Although there are Russians who still like to speak in menacing terms about the south Caucasus and Caspian, and plenty of Americans trying to perpetuate careers built on worrying about a Russian threat who are happy to worry about them, Russia's position in the Caucasus is pretty hollow. They are on the run in the north Caucasus, with Chechnya virtually independent, and Dagestan collapsing into even greater chaos than Chechnya, if that is possible. In Azerbaijan, they just don't count. They have not been able to do anything about the Azeris developing offshore oilfields which the Russians insist the Azeris do not own, and their negotiating position on division of the Caspian has slipped steadily. Their embassy in Baku always seemed pretty clueless, and I saw no sign of an effective FSB or SVR station.

Two anecdotes of their ineffectiveness:

  • President Aliyev likes to receive visiting dignitaries with a gala show at the Republic Palace (actually a theater).
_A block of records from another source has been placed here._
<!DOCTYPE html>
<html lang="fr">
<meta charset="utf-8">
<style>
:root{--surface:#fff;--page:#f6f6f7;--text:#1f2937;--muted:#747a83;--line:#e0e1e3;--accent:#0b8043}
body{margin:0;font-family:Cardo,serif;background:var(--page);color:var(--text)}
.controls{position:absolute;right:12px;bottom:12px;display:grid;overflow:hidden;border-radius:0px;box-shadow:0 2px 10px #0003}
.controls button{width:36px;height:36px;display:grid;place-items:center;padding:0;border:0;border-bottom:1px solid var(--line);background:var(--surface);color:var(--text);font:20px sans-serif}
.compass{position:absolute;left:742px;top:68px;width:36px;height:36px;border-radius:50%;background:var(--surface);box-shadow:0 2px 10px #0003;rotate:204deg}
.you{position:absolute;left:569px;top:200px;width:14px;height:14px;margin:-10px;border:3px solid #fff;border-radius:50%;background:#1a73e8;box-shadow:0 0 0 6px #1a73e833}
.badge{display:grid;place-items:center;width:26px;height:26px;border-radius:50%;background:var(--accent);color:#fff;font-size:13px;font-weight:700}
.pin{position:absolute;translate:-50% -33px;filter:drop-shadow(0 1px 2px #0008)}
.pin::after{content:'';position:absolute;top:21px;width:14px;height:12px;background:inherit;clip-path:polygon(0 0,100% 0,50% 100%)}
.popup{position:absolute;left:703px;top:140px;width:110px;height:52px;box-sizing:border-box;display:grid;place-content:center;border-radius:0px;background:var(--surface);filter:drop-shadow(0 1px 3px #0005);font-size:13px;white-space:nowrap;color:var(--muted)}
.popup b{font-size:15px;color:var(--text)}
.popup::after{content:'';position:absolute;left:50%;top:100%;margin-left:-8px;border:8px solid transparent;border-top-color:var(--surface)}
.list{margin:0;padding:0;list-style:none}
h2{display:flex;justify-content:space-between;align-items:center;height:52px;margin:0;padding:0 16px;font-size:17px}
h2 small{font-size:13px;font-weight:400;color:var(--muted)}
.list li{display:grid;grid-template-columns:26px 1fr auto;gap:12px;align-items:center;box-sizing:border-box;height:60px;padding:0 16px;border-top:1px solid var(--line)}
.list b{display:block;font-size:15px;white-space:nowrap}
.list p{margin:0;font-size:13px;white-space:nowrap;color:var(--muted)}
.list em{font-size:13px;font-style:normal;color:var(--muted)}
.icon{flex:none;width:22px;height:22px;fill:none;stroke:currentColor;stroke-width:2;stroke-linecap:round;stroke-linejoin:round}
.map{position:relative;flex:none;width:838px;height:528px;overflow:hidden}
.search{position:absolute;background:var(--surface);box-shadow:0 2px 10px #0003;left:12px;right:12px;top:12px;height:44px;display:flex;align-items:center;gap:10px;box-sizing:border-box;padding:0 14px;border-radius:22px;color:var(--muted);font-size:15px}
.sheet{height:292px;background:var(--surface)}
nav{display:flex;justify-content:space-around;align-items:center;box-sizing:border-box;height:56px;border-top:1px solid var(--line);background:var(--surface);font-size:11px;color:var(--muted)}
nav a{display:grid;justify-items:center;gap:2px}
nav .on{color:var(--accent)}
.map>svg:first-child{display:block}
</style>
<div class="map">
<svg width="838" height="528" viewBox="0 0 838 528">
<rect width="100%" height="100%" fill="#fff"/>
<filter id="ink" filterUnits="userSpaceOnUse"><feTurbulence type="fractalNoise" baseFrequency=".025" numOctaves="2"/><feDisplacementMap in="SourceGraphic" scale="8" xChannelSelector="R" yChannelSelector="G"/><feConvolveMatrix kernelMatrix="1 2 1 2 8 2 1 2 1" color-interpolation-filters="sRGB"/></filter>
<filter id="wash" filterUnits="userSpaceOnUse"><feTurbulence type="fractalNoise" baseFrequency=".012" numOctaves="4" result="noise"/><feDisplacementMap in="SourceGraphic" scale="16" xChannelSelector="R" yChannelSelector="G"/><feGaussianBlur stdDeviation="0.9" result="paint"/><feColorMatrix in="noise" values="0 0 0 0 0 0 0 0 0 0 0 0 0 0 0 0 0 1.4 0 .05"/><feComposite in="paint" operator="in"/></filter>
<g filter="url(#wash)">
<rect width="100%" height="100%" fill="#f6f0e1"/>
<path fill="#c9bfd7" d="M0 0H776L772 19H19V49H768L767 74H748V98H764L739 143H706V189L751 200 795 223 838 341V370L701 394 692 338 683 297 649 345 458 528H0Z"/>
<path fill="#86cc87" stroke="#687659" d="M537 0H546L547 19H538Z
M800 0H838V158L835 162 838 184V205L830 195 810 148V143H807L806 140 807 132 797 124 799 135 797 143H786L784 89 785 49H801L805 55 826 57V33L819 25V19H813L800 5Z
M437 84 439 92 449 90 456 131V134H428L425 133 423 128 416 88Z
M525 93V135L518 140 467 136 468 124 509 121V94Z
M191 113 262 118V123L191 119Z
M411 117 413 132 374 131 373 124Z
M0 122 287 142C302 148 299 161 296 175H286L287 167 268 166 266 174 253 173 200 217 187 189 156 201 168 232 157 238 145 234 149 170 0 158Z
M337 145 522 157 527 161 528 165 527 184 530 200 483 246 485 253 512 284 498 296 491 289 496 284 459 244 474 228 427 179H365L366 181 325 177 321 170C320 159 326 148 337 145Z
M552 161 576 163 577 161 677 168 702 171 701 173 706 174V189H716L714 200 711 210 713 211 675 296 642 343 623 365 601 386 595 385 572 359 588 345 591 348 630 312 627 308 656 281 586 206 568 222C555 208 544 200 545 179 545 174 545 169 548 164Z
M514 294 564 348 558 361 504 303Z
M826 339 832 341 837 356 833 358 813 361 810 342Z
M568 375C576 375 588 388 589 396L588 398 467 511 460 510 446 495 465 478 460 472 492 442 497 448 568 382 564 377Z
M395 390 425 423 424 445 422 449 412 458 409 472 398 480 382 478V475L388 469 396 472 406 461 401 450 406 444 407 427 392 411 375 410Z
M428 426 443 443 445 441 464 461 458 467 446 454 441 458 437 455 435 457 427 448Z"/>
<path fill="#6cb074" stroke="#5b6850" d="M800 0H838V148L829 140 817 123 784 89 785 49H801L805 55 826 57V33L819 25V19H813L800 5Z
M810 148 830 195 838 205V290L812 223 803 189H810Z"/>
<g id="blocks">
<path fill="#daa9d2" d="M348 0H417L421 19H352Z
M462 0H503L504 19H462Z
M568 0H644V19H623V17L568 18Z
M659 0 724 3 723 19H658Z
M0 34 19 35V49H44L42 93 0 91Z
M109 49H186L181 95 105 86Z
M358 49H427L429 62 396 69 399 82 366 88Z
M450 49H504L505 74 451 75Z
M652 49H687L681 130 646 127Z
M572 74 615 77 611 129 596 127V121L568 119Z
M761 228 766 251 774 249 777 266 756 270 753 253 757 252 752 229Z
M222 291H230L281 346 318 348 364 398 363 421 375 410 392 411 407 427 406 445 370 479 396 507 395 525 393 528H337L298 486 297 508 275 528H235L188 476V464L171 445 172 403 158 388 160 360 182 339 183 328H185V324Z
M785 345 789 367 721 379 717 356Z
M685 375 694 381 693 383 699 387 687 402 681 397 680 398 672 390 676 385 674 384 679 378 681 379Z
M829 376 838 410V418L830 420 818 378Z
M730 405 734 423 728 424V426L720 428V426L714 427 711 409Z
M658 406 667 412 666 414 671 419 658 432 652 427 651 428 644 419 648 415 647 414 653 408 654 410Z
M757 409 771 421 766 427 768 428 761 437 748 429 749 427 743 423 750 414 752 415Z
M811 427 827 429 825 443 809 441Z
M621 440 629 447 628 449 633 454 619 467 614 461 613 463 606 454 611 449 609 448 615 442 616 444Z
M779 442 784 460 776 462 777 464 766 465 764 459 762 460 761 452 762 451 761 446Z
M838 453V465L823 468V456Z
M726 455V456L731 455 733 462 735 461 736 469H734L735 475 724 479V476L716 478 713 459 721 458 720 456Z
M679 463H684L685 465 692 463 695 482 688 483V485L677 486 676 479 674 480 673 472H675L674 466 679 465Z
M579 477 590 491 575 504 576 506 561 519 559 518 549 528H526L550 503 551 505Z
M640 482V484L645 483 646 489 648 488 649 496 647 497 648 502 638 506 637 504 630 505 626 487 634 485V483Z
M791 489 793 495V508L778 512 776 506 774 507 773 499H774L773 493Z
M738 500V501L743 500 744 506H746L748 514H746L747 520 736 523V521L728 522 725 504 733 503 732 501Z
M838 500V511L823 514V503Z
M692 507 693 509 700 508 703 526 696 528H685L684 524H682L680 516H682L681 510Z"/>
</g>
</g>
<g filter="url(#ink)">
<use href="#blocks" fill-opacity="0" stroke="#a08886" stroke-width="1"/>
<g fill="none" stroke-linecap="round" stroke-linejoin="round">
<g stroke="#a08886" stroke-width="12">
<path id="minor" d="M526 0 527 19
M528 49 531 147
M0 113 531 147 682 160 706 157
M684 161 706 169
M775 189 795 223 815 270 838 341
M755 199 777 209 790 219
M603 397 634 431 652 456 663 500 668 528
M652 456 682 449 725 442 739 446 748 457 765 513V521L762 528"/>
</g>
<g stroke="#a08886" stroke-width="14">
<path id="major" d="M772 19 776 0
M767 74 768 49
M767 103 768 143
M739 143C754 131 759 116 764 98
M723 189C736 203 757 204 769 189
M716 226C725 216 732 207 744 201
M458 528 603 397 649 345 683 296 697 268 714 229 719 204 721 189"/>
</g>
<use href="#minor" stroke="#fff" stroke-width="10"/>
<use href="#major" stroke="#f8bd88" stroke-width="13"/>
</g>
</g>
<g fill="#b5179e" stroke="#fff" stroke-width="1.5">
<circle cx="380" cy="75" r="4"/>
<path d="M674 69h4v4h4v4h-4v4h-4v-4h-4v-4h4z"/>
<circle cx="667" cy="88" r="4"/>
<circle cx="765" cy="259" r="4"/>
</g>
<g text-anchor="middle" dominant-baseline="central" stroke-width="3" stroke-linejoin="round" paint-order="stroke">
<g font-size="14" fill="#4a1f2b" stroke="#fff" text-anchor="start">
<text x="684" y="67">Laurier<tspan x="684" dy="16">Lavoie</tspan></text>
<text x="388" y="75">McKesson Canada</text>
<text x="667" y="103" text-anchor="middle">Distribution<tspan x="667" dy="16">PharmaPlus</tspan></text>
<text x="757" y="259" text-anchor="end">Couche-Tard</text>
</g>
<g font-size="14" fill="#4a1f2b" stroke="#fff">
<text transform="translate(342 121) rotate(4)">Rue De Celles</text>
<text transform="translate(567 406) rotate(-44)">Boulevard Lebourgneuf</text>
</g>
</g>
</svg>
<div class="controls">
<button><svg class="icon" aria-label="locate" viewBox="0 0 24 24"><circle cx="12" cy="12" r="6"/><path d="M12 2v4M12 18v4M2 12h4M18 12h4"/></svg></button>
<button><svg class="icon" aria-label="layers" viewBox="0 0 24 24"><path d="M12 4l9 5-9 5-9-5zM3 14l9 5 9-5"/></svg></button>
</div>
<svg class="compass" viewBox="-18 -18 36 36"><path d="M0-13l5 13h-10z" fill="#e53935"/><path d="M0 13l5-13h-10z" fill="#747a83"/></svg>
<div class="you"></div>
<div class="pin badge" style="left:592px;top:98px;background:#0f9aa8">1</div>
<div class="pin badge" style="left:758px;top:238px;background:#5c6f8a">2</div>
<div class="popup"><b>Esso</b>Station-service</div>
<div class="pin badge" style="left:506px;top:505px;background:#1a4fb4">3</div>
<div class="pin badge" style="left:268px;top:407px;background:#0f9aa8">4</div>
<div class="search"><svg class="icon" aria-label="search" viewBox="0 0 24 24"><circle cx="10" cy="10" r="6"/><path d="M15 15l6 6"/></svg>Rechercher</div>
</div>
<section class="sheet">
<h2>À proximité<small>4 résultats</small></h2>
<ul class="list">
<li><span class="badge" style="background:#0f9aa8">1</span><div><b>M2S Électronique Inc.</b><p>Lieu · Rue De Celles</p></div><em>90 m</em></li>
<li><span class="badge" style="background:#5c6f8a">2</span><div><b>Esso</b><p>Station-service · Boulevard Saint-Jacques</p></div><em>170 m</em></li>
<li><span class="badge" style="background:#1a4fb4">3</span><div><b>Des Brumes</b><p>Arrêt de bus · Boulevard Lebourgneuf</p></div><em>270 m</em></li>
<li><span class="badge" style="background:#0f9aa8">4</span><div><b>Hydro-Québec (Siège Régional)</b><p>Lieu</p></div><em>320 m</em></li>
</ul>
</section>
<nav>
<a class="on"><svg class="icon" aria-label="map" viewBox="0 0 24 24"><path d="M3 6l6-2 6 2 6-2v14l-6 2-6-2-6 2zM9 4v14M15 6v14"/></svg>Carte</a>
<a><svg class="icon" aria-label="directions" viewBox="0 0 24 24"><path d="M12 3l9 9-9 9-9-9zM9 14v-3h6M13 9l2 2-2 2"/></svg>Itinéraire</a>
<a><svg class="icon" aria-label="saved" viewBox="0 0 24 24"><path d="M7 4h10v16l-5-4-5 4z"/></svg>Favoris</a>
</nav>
These galas combine political speeches with Aliyev's favorite music and entertainment acts, and go on for 4-5 hours. Once Aliyev is in the building, presidential security locks the doors, and everyone is a virtual prisoner until Aliyev leaves. When Shevarnadze visited Baku in February, 1997 (an event which reconciled two men who had not seen eye-to-eye since they came out on opposite sides of glasnost), not a word of Russian was spoken (something of a charade, since most of the people there were Russian mother tongue, but this is nation-building). The Russian ambassador was so lost that our Chargé lent him our interpreter.

  • In February, 1998, when the GOAZ responded to a rising tide of scandal with a morality campaign, which included closing discotheques, of two top-of-the-line discos in Baku, the Russian-owned one was closed, but the Turkish-owned one had a better 'krysha' and never missed a beat.

A final comment about the likelihood of NATO troops in AZ. In August, 1998, a party of 40 technicians from USAF were supposed to come to Baku to install a load of DOD-excess medical equipment we were donating to GOAZ. At the last moment, their visit was scrapped for 'force protection' reasons and the work was eventually done by a commercial contractor.